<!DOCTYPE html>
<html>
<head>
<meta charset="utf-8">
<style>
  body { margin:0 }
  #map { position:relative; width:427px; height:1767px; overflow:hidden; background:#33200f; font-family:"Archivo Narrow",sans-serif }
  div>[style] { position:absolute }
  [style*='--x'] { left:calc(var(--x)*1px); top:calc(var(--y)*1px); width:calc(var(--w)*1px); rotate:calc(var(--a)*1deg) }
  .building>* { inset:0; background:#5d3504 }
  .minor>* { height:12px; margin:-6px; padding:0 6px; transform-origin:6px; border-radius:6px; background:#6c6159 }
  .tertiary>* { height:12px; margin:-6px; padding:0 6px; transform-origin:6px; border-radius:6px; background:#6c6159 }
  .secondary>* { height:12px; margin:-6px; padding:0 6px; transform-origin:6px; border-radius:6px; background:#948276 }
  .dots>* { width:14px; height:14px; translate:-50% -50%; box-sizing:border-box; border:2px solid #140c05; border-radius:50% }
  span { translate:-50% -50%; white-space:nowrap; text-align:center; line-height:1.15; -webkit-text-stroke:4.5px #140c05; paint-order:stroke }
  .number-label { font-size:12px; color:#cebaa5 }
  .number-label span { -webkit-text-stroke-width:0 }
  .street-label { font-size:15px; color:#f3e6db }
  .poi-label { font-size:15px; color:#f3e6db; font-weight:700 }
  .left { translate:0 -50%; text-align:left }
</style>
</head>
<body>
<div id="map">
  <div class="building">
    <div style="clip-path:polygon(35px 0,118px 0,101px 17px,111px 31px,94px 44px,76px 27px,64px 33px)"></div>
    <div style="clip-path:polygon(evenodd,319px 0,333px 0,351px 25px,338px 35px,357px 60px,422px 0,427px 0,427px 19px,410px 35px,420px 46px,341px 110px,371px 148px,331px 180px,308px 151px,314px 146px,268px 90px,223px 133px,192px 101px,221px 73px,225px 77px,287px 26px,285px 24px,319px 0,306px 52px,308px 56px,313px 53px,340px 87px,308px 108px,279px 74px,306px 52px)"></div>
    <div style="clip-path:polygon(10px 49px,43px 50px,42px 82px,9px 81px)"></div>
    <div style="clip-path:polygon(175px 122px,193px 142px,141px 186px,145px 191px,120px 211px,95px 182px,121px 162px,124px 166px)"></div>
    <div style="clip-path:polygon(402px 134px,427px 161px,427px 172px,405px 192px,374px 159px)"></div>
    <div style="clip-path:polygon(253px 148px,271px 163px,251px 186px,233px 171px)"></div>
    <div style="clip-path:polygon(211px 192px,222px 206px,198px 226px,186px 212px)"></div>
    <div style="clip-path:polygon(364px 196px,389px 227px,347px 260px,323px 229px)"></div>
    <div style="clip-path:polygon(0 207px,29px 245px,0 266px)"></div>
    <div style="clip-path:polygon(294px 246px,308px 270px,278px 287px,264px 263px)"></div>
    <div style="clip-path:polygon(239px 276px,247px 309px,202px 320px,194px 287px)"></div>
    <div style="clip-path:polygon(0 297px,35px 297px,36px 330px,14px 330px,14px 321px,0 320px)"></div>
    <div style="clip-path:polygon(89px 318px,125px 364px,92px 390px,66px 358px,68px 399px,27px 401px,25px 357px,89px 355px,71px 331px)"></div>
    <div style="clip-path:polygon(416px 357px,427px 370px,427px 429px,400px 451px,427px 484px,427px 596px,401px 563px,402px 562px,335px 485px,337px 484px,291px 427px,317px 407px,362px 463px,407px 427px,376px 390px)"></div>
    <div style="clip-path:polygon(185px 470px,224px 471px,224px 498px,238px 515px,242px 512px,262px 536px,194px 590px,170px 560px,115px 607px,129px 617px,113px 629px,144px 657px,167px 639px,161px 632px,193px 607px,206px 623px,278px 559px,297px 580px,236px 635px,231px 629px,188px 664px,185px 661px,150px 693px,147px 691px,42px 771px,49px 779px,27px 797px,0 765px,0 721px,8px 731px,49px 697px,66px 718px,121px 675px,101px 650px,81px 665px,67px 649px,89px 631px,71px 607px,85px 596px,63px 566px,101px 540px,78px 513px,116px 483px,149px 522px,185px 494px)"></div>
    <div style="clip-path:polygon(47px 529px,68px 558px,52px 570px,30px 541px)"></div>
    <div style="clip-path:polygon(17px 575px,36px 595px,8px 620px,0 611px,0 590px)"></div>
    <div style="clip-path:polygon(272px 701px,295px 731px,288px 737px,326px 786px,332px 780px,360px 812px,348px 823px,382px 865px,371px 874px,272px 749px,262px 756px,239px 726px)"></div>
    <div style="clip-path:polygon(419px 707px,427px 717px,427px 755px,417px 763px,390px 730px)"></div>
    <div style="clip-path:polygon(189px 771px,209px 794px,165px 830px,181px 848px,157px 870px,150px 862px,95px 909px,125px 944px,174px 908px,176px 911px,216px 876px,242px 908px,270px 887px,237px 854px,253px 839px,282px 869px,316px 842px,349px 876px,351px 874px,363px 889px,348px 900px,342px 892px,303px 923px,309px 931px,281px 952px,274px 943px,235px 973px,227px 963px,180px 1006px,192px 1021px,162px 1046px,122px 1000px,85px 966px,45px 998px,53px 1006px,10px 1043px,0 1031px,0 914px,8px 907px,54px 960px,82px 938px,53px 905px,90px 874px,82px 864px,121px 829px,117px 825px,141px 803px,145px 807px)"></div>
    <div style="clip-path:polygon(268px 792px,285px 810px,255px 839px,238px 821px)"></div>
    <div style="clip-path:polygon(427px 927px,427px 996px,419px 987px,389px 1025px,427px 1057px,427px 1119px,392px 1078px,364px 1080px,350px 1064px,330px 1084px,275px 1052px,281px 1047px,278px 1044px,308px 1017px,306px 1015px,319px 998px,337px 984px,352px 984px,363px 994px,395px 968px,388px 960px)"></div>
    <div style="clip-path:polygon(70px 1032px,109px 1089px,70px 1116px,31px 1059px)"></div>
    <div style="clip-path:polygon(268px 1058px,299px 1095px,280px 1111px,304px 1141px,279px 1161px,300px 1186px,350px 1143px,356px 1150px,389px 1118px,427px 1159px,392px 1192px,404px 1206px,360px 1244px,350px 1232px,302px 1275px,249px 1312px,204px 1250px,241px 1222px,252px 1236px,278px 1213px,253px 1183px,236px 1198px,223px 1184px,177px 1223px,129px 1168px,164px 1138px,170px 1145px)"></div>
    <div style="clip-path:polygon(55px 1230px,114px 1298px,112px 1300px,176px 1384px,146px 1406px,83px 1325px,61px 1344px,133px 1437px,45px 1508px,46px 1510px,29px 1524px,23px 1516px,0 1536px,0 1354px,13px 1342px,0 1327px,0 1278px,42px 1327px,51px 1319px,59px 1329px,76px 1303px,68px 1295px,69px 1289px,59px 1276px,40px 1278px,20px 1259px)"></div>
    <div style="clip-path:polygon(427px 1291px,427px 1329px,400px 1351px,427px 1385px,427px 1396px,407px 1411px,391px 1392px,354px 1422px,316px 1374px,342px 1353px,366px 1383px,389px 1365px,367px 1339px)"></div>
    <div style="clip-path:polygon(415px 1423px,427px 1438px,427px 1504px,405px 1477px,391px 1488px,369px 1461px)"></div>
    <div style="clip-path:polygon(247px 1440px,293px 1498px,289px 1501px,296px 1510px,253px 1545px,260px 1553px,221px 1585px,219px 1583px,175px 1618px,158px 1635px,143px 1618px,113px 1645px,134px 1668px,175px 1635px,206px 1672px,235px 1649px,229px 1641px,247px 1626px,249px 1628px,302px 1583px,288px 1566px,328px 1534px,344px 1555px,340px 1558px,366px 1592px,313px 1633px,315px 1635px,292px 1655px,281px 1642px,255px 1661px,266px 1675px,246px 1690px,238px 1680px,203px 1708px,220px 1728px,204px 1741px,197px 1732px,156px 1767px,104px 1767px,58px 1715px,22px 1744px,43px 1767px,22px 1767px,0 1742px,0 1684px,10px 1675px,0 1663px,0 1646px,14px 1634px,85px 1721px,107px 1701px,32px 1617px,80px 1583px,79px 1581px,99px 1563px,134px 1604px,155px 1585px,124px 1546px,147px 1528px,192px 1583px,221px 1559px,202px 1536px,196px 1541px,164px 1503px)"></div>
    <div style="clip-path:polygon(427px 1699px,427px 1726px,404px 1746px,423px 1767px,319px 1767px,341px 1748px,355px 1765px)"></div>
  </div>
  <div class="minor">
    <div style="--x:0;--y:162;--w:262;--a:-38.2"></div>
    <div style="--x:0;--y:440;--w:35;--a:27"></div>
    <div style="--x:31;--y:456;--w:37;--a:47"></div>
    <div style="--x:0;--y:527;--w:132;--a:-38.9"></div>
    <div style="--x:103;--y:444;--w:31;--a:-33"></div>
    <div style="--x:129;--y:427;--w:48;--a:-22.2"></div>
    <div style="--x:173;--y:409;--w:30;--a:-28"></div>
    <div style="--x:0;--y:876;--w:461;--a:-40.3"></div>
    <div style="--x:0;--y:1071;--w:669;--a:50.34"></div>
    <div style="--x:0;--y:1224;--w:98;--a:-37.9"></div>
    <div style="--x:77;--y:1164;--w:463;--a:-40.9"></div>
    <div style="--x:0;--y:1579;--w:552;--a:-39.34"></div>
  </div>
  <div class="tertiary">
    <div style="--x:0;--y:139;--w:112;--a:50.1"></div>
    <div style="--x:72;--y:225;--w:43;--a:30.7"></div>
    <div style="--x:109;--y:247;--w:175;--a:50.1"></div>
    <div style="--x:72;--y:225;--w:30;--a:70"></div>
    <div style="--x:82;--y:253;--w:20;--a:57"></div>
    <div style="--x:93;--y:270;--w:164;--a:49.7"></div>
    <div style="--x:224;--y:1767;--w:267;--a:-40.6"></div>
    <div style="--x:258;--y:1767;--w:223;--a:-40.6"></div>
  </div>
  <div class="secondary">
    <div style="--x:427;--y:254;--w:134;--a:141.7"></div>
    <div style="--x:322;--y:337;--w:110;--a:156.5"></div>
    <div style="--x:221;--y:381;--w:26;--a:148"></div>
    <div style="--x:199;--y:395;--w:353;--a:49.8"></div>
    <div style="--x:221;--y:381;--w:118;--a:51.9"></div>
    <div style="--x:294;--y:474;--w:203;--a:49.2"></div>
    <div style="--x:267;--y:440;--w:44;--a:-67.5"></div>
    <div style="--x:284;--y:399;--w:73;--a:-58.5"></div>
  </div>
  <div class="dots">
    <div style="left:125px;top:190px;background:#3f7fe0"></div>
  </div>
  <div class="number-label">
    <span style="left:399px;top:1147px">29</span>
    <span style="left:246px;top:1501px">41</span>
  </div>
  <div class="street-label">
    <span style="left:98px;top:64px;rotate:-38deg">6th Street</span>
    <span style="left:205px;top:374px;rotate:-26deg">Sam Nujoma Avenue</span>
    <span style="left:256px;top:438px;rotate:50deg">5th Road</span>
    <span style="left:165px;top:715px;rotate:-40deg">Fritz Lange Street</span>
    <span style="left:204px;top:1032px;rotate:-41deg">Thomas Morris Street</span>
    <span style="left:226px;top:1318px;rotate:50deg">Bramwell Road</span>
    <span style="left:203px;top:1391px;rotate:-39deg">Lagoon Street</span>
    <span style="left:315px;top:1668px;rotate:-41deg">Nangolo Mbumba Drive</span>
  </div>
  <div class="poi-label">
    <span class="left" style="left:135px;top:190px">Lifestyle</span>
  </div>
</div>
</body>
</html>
-*-
● Your objective
Your answer must consist solely of the lines above between the line holding "792px,285px 810px,255px 839px,238px" and the line holding "1058px,299px 1095px,280px 1111px,304px", inclusive, copied exactly.

● Written response
    <div style="clip-path:polygon(268px 792px,285px 810px,255px 839px,238px 821px)"></div>
    <div style="clip-path:polygon(427px 927px,427px 996px,419px 987px,389px 1025px,427px 1057px,427px 1119px,392px 1078px,364px 1080px,350px 1064px,330px 1084px,275px 1052px,281px 1047px,278px 1044px,308px 1017px,306px 1015px,319px 998px,337px 984px,352px 984px,363px 994px,395px 968px,388px 960px)"></div>
    <div style="clip-path:polygon(70px 1032px,109px 1089px,70px 1116px,31px 1059px)"></div>
    <div style="clip-path:polygon(268px 1058px,299px 1095px,280px 1111px,304px 1141px,279px 1161px,300px 1186px,350px 1143px,356px 1150px,389px 1118px,427px 1159px,392px 1192px,404px 1206px,360px 1244px,350px 1232px,302px 1275px,249px 1312px,204px 1250px,241px 1222px,252px 1236px,278px 1213px,253px 1183px,236px 1198px,223px 1184px,177px 1223px,129px 1168px,164px 1138px,170px 1145px)"></div>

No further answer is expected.